(Excerpted data):
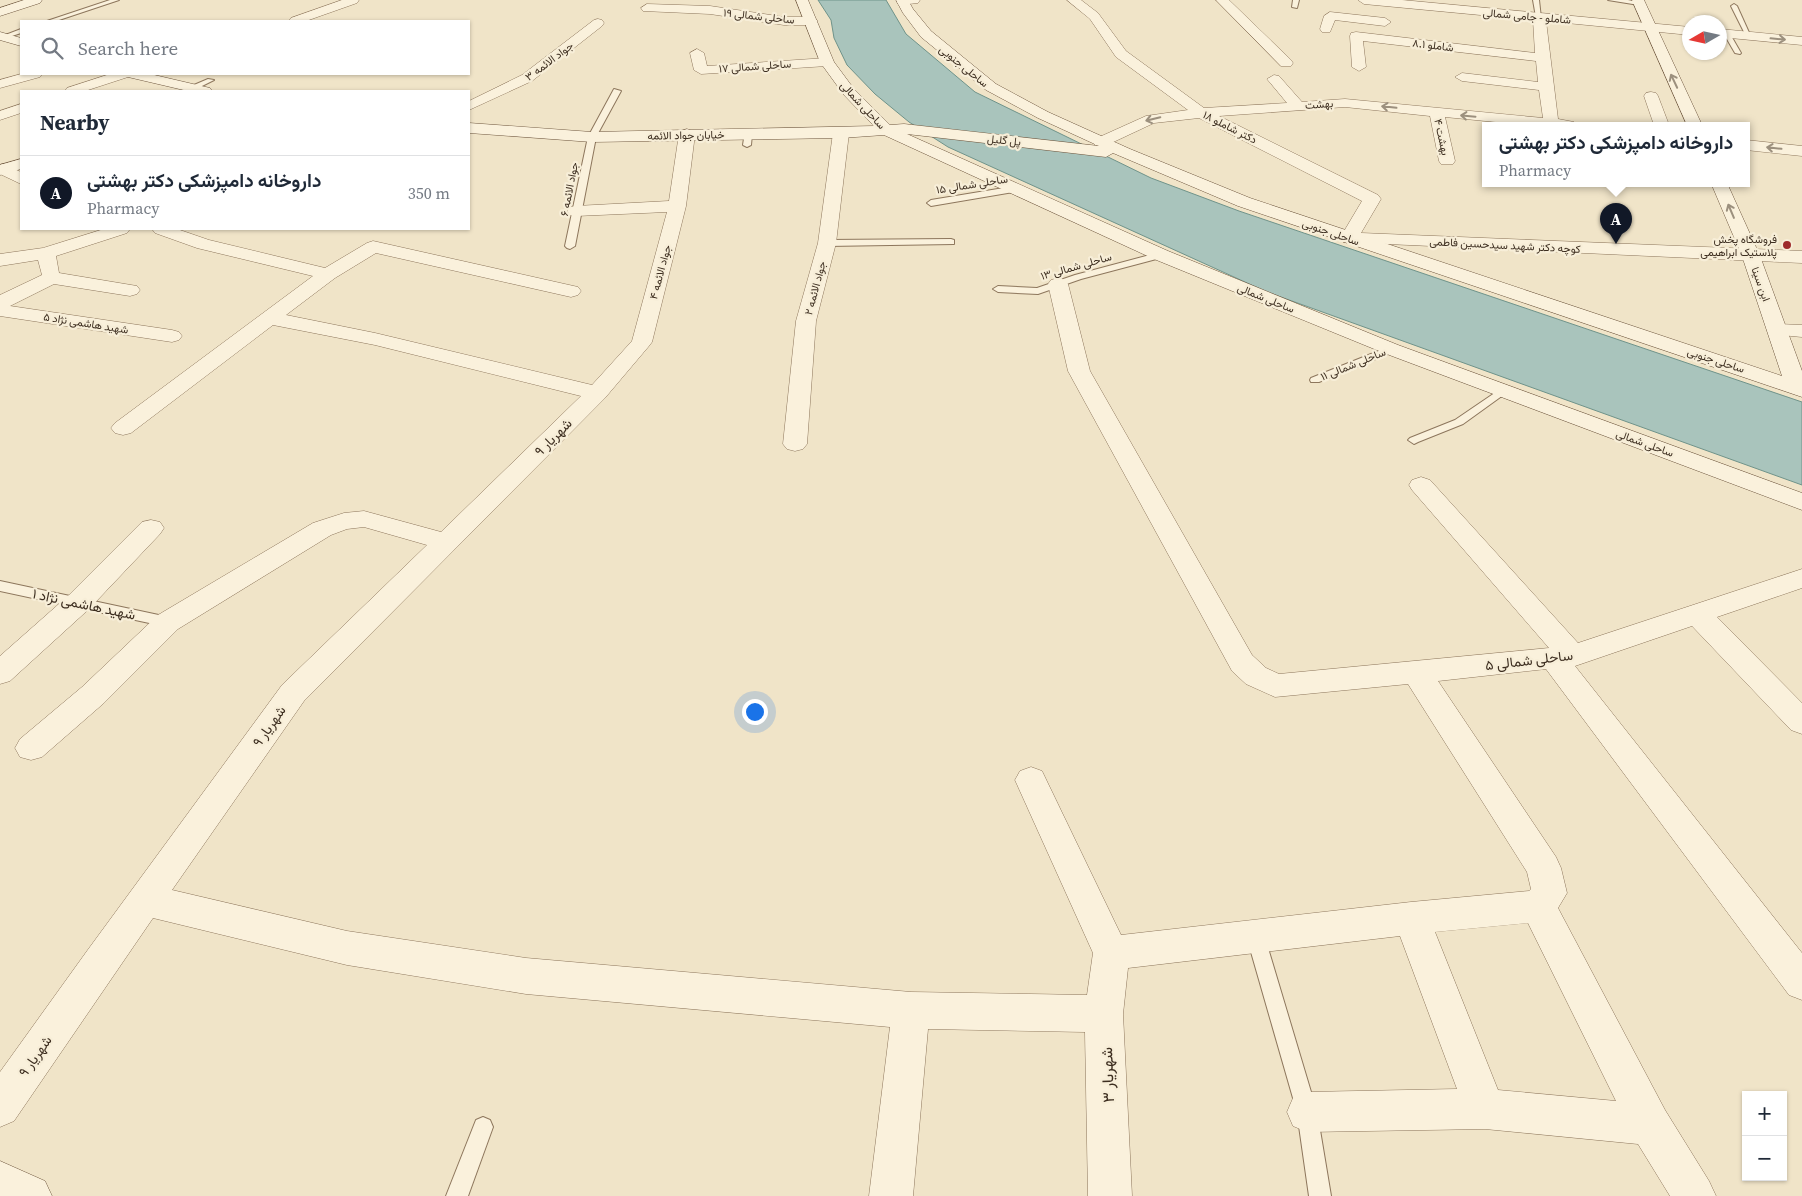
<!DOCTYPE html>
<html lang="en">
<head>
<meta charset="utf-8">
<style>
  body { margin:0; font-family:"Source Serif 4",Vazirmatn,serif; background:#f2f2f3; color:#1f2937 }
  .controls { position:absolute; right:15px; bottom:15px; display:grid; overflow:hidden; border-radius:0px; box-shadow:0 1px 4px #0004 }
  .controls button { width:45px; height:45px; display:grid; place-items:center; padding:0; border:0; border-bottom:1px solid #e0e1e3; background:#fff; color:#1f2937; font:25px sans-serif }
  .compass { position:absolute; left:1682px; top:15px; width:45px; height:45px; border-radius:50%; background:#fff; box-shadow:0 1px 4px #0004; rotate:261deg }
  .you { position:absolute; left:754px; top:711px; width:18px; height:18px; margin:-12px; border:4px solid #fff; border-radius:50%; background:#1a73e8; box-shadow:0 0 0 8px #1a73e833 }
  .badge { display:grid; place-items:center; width:32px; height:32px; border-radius:50%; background:#111827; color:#fff; font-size:16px; font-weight:700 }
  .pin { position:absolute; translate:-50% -41px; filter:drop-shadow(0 1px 2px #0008) }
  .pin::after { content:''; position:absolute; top:26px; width:18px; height:15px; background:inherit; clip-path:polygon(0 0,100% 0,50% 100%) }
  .popup { position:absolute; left:1482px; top:122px; width:268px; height:65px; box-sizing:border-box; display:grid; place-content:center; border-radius:0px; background:#fff; filter:drop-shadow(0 1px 4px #0005); font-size:16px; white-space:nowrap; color:#747a83 }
  .popup b { font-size:19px; color:#1f2937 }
  .popup::after { content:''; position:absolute; left:50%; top:100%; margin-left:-10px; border:10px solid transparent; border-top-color:#fff }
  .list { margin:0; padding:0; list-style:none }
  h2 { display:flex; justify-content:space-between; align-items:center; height:65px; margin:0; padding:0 20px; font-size:21px }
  h2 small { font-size:16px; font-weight:400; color:#747a83 }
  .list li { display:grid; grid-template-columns:32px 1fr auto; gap:15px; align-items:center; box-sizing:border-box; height:75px; padding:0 20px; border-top:1px solid #e0e1e3 }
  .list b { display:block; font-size:19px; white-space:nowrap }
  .list p { margin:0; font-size:16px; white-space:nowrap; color:#747a83 }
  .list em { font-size:16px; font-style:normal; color:#747a83 }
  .icon { flex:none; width:28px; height:28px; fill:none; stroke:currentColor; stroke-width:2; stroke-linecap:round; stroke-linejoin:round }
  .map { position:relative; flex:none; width:1802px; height:1196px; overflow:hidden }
  .search { position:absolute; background:#fff; box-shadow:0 1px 4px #0004; left:20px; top:20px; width:450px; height:55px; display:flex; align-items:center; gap:12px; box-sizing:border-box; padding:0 18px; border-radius:0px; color:#747a83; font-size:19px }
  .panel { position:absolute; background:#fff; box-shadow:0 1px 4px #0004; left:20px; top:90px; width:450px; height:140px; border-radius:0px }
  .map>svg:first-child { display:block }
  .water { fill:#a9c4bc; stroke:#6f938a }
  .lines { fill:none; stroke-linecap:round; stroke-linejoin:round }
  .lane-casing { stroke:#8d765c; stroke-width:2 }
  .street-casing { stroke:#8d765c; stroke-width:1 }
  .secondary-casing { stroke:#6f573f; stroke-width:1 }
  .lane { fill:#faf1dc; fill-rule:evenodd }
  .street { fill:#faf1dc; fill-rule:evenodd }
  .secondary { fill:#faf1dc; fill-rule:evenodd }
  .oneway { stroke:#9c907e }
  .poi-dot { fill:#9e2a2b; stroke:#f7eed8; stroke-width:2 }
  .labels { text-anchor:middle; stroke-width:4.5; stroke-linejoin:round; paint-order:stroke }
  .far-street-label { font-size:11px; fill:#3d2e20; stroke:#f7eed8 }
  .far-poi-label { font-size:11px; fill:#3d2e20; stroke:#f7eed8; text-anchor:end }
  .street-label { font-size:14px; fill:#3d2e20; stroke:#f7eed8 }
  .near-street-label { font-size:16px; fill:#3d2e20; stroke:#f7eed8 }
</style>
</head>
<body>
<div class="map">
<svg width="1802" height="1196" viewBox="0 0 1802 1196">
  <rect width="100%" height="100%" fill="#f0e4c8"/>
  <polygon class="water" points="818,0 886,0 906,34 975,92 1151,178 1239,211 1802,402 1802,485 1267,292 948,147 909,122 875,94 847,65 834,38 831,20"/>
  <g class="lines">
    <g class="lane-casing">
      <g id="lane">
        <polygon points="110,0 119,0 56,21 47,21"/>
        <polygon points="1293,0 1299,0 1297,8 1292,7"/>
        <polygon points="1533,0 1539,0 1541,18 1536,17"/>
        <polygon points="1608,0 1628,0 1642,3 1639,5"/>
        <polygon points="1734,4 1737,6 1751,37 1746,36 1731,6"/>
        <polygon points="21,29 21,33 3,39 0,37"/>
        <polygon points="1727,32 1730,34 1741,53 1740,54 1735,53 1724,34"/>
        <polygon points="208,79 214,80 194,90 187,88"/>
        <polygon points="614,89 621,91 596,137 575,246 570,249 567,248 565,246 588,137"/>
        <polygon points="745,132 752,134 751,145 747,147 743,145"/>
        <polygon points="1016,186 1019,187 1019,191 931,206 927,203 931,200"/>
        <polygon points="951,239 954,240 954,244 827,246 822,243 827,240"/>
        <polygon points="1161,252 1164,253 1164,257 1081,279 1038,294 998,292 993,289 998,286 1037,288 1075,275"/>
        <polygon points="1391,346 1396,349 1395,351 1319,382 1311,382 1310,380 1311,378"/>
        <polygon points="1502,388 1506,389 1508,391 1506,393 1463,424 1418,442 1414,444 1408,440 1410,438 1455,420"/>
        <polygon points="0,581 168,617 173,618 175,622 173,626 168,627 0,591"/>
        <polygon points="1256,930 1262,932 1265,938 1317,1112 1331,1196 1309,1196 1297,1112 1247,938 1250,932"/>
        <polygon points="483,1117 490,1120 493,1127 468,1196 446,1196 476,1120"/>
      </g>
    </g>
    <g class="street-casing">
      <g id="street">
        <polygon points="342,0 359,0 357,3 306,21 289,21 291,18"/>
        <polygon points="898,0 920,0 918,3 899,5 897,2"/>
        <polygon points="1067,0 1081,0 1098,13 1126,51 1204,108 1287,103 1267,79 1274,75 1279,76 1302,102 1345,99 1543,118 1539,90 1462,81 1455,77 1462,73 1538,82 1536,61 1363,41 1366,67 1359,71 1352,67 1350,36 1351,33 1356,32 1535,53 1533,20 1364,4 1358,0 1402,0 1690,27 1690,35 1546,21 1558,119 1574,122 1577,125 1526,125 1445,117 1455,161 1453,164 1441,164 1439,161 1430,116 1345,107 1219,116 1378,195 1381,199 1361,233 1802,251 1802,263 1343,242 1340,238 1362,201 1199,118 1154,123 1107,145 1095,145 1093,142 1095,139 1146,116 1188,110 1116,57 1090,19"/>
        <polygon points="1216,0 1229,0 1291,60 1293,63 1291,66 1281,66"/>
        <polygon points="647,4 710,6 784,17 812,17 818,21 812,25 784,25 710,14 643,11 641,8"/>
        <polygon points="1330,12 1385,18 1391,22 1385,26 1335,20 1330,32 1322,32 1320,29 1324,16"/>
        <polygon points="598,19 602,20 604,23 602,26 532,81 469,110 469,101 522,75 594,20"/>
        <polygon points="1720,29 1802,37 1802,45 1720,37"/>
        <polygon points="697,49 704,53 707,66 827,58 834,62 827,66 701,74 694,70 690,53"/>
        <polygon points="21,74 42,74 40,77 0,88 0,80"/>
        <polygon points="110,74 130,74 128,77 85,91 65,91 67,88"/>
        <polygon points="1651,92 1656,93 1658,96 1669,125 1654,125 1644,96 1646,93"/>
        <polygon points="21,104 21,113 0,120 0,111"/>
        <polygon points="841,128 846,130 849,133 836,243 816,321 807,444 803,449 795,451 787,449 783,444 796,321 818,243 833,133 836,130"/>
        <path d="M687,129L692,131L695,134L686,206L652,342L649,346L605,398L304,701L172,890L347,931L526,958L911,992L1087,995L1093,953L1015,780L1020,771L1031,767L1042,771L1121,935L1411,902L1529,891L1531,889L1527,872L1408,684L1275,697L1246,684L1232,671L1068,371L1048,284L1051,280L1058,278L1065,280L1068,284L1090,371L1252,655L1266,668L1279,674L1549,648L1412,490L1409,485L1412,480L1421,477L1430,480L1578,643L1802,569V588L1717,617L1802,703V734L1791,730L1692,626L1575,666L1802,953V1000L1789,995L1546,669L1438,681L1556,857L1561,868L1567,893L1558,908L1665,1110L1709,1181L1716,1196H1670L1638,1144L1485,1129L1307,1132L1293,1126L1287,1112L1293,1098L1307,1092L1457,1089L1400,936L1128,968L1123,1014L1132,1196H1088L1085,1032L928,1029L913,1196H869L890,1027L526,994L347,965L153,918L14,1121L0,1127V1072L87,951L282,685L427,545L364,527L347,529L331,535L178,629L104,703L42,757L31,760L20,757L15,748L20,739L82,687L158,615L313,523L344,513L364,511L441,532L581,396L375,345L273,325L131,433L123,435L115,433L111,428L115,423L313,276L197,248L155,233L152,229H177L209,240L325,268L367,243L373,241L578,287L581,291L578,295L571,297L376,253L335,278L286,315L375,333L592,385L632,341L667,212L576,216L570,215L567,211L570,207L576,206L669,201L679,134L682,131ZM1528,923L1616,1101L1498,1090L1435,932Z"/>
        <polygon points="1746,140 1802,146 1802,156 1746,150"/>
        <polygon points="3,164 21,172 21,184 0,174 0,165"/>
        <polygon points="104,229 130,229 127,233 56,256 59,273 137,286 140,290 137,294 130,296 54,284 10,306 172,330 179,332 182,336 179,340 172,342 0,316 0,295 42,275 38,260 0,266 0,254 43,248"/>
        <polygon points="1777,324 1802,325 1802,337 1770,334 1767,330 1770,326"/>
        <polygon points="151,520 160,522 164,528 160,534 89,609 10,681 0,684 0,656 69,595 142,522"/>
      </g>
    </g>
    <g class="secondary-casing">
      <g id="secondary">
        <polygon points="24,0 42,0 40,3 0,16 0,8"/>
        <polygon points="796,0 808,0 834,62 854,89 890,125 904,124 1099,146 1038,118 986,90 921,37 903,13 896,0 908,0 913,9 931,31 996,84 1048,112 1130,149 1250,198 1782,376 1742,256 1711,183 1727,183 1760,256 1802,371 1802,397 1238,206 1113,153 1106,157 907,134 1168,251 1398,345 1802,493 1802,510 1384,353 1154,259 884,135 841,138 592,142 469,133 469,123 592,132 874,126 844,95 820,62"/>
        <polygon points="1632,0 1644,0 1702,125 1687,125"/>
        <polygon points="0,32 21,38 21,46 0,40"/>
        <polygon points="126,74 150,74 210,88 212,91 188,91 128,77"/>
        <polygon points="21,159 21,169 0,175 0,165"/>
        <polygon points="0,1161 45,1181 52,1196 0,1196"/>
      </g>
    </g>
    <use href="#lane" class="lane"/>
    <use href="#street" class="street"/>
    <use href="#secondary" class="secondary"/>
  </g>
  <defs><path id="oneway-shaft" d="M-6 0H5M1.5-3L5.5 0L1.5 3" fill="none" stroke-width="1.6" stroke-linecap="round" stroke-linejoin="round" transform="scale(1.25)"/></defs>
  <g class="oneway">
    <use href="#oneway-shaft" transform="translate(1778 39) rotate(5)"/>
    <use href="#oneway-shaft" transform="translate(1674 81) rotate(-115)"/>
    <use href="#oneway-shaft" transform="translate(1389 107) rotate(-174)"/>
    <use href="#oneway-shaft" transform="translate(1468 116) rotate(-175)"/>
    <use href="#oneway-shaft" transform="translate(1153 119) rotate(167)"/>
    <use href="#oneway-shaft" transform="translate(1774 148) rotate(-174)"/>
    <use href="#oneway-shaft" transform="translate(1731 211) rotate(-113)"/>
  </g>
  <circle class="poi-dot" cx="1787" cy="245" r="5"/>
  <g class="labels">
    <g class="far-street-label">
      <text transform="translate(759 16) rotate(6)" y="4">ساحلی شمالی ۱۹</text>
      <text transform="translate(1527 16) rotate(5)" y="4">شاملو - جامی شمالی</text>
      <text transform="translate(1433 45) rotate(7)" y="4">شاملو ۸.۱</text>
      <text transform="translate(549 61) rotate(-37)" y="4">جواد الائمه ۳</text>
      <text transform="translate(755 66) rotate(-4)" y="4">ساحلی شمالی ۱۷</text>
      <text transform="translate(964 66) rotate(39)" y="4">ساحلی جنوبی</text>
      <text transform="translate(1319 104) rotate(-4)" y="4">بهشت</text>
      <text transform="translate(863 105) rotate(47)" y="4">ساحلی شمالی</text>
      <text transform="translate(1230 127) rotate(27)" y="4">دکتر شاملو ۱۸</text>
      <text transform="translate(686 135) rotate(-1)" y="4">خیابان جواد الائمه</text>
      <text transform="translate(1442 137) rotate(78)" y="4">بهشت ۴</text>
      <text transform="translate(1004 140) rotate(6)" y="4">پل گلیل</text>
      <text transform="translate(972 184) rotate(-9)" y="4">ساحلی شمالی ۱۵</text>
      <text transform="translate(569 189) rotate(-79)" y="4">جواد الائمه ۶</text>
      <text transform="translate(1331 232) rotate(19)" y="4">ساحلی جنوبی</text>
      <text transform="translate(1505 245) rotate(3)" y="4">کوچه دکتر شهید سیدحسین فاطمی</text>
      <text transform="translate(1076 266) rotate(-16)" y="4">ساحلی شمالی ۱۳</text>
      <text transform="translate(660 272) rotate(-75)" y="4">جواد الائمه ۴</text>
      <text transform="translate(1761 284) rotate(70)" y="4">ابن سینا</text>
      <text transform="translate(815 288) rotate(-75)" y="4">جواد الائمه ۲</text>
      <text transform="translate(1266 298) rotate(22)" y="4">ساحلی شمالی</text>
      <text transform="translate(86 323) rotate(9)" y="4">شهید هاشمی نژاد ۵</text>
      <text transform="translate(1716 360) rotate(18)" y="4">ساحلی جنوبی</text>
      <text transform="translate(1353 364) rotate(-22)" y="4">ساحلی شمالی ۱۱</text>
      <text transform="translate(1645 443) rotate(20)" y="4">ساحلی شمالی</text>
    </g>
    <g class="far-poi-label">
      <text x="1777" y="243">فروشگاه پخش<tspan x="1777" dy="13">پلاستیک ابراهیمی</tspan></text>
    </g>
    <g class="street-label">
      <text transform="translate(553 437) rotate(-45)" y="5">شهریار ۹</text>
      <text transform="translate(84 604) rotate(12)" y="5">شهید هاشمی نژاد ۱</text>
      <text transform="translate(1529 660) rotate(-7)" y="5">ساحلی شمالی ۵</text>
      <text transform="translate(269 726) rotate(-55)" y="5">شهریار ۹</text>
      <text transform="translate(35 1056) rotate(-55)" y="5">شهریار ۹</text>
    </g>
    <g class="near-street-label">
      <text transform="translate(1107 1075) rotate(-92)" y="6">شهریار ۳</text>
    </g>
  </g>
</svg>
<div class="controls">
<button>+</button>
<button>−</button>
</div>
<svg class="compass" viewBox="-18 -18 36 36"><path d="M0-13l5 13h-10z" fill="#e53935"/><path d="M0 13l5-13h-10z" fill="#747a83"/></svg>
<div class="you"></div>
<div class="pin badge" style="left:1616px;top:244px">A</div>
<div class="popup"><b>داروخانه دامپزشکی دکتر بهشتی</b>Pharmacy</div>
<div class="search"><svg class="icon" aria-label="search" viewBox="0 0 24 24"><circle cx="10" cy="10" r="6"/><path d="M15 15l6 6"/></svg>Search here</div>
<section class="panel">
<h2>Nearby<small></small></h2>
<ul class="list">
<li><span class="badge">A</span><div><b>داروخانه دامپزشکی دکتر بهشتی</b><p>Pharmacy</p></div><em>350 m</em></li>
</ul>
</section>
</div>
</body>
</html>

(Task to carry out):
Take the records from their first line through the line containing "position:absolute; left:1682px; top:15px;" and please return exactly those lines, both ends included, minus the pictures.

(Solution for this problem):
<!DOCTYPE html>
<html lang="en">
<head>
<meta charset="utf-8">
<style>
  body { margin:0; font-family:"Source Serif 4",Vazirmatn,serif; background:#f2f2f3; color:#1f2937 }
  .controls { position:absolute; right:15px; bottom:15px; display:grid; overflow:hidden; border-radius:0px; box-shadow:0 1px 4px #0004 }
  .controls button { width:45px; height:45px; display:grid; place-items:center; padding:0; border:0; border-bottom:1px solid #e0e1e3; background:#fff; color:#1f2937; font:25px sans-serif }
  .compass { position:absolute; left:1682px; top:15px; width:45px; height:45px; border-radius:50%; background:#fff; box-shadow:0 1px 4px #0004; rotate:261deg }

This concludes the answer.